Sure Thing Trading

This week I am re-running a oldie but a goodie:

Does success in business require you to take outsized risk? Do you need to max out your credit cards, leverage your house and put your whole life in the hands of fate in order to achieve your dream? That’s been the mythology built around American entrepreneurship, but in this week’ s issue of the New Yorker, bestselling author Malcolm Galdwell dispels this mistaken notion by demonstrating how true entrepreneurial success is actually the result of assiduously removing risk from the equation.

Galdwell focuses on two every different personalities- Ted Turner, the hard drinking, carousing, Captain Courageous of America’s Cup fame who made billions in media and John Paulson, the frugal (he still takes New York city bus to work), Queens born and raised hedge fund manager who made billions of dollars shorting sub-prime debt in 2007 and 2008.

At first glance Turner, appears to be the antithesis of a sober, cautious, risk averse businessman. With his outrageous antics, and instinct for showmanship the “Mouth from the South” is the poster child for the idea of a rebel entrepreneur — a man who bucked the system, risked everything and came out on top. Underneath it all however, Turner turns out to be one of the most conservative businessmen on the planet, never willing to pay a dime if he can get something for a nickel.

Galdwell tells the story of how Turner was able to buy the Atlanta Braves in the early 1970’s. At that time Turner owned a small UHF station that broadcast Braves away games. The team was a money loser and the owners wanted to sell it for 10 Million dollars. Turner convinced them to take a 10 year payout at 1 million per year – but here is the kicker Turner was already paying the Braves $600,000 per year in broadcast fees, so effectively he bought the whole team for just $400,000 more per year allowing him to broadcast all 162 games of the season, receive substantial ad revenue in return and own the sports franchise outright to boot.

Paulson though diametrically opposite from Turner in personality shared the same careful mindset. In 2006 his research showed that the sub-prime debt instruments which were exploding at the time, could be vulnerable to a sell off. Paulson’s key insight came from the realization that the housing market did not need to decline- it simply needed to level out in order to cause a steep slide in many of the subprime securities because most of the mortgages were financed not on the assumption that the owners would be able to service the debt, but on the notion that they would be able quickly refinance them as housing equity grew.

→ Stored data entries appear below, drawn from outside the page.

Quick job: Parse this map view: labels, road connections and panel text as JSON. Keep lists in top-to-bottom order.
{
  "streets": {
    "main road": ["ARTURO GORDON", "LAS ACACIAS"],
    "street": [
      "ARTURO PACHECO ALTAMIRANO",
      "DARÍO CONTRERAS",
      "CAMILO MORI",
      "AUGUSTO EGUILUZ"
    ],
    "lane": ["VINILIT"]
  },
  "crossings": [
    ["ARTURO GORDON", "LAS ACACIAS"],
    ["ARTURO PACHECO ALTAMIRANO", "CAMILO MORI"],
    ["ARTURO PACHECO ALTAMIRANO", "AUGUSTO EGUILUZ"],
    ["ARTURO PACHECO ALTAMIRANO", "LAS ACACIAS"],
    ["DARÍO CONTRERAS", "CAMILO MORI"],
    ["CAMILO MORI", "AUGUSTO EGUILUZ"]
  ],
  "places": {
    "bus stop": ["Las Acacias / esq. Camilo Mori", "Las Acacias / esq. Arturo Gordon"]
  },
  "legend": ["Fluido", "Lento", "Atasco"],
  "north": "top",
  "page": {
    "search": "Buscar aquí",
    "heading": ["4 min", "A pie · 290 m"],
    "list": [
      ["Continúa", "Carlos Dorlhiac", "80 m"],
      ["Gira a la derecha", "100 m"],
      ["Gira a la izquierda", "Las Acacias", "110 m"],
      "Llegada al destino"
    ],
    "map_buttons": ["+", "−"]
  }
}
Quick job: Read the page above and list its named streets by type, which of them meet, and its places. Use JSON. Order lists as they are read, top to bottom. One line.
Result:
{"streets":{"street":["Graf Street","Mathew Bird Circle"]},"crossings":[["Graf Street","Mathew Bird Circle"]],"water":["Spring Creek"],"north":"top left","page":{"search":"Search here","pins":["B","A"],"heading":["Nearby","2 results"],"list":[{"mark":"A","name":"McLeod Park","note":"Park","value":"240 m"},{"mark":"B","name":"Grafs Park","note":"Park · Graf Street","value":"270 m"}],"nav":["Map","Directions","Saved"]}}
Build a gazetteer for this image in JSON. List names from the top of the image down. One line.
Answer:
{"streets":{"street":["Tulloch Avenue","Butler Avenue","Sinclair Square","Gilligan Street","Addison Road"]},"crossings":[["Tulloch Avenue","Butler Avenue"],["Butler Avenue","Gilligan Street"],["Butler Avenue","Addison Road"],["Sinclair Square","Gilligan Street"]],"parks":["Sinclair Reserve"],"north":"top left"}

However, even armed with this knowledge Paulson did not immediately dive into the market. Instead he explored the landscape and was astounded to find out that the CDS market was charging only 0.5% to 1% premium per year to insure this essentially worthless debt. But the story gets better. The CDS settlement mechanics required Paulson to pay his premiums only once at the end of each year. That meant that he could park his money in short term Treasuries and collect interest on his capital while still holding his bearish bets. In short, his actual net cash outlay was only half the amount of premium paid which were miniscule to begin with.

To us as traders, the lessons of Galdwell’s story are clear. Although we are traders, not investors and do not have the luxury nor the time to create the customized, highly asymmetric bets of Turner and Paulson, we can still learn from their actions. Success in trading like in all business rests not on the idea of taking risk, but on the notion of removing it as much as possible. To be sure, there are some risks that are unavoidable and you must be prepared to assume them if you want to trade, but many risks can be eliminated through careful selection and research. That why K and I spend countless hours trying to understand what can go wrong with our trades rather than focus on what can go right. In trading as in business if you take care of the downside, the upside will take care of itself.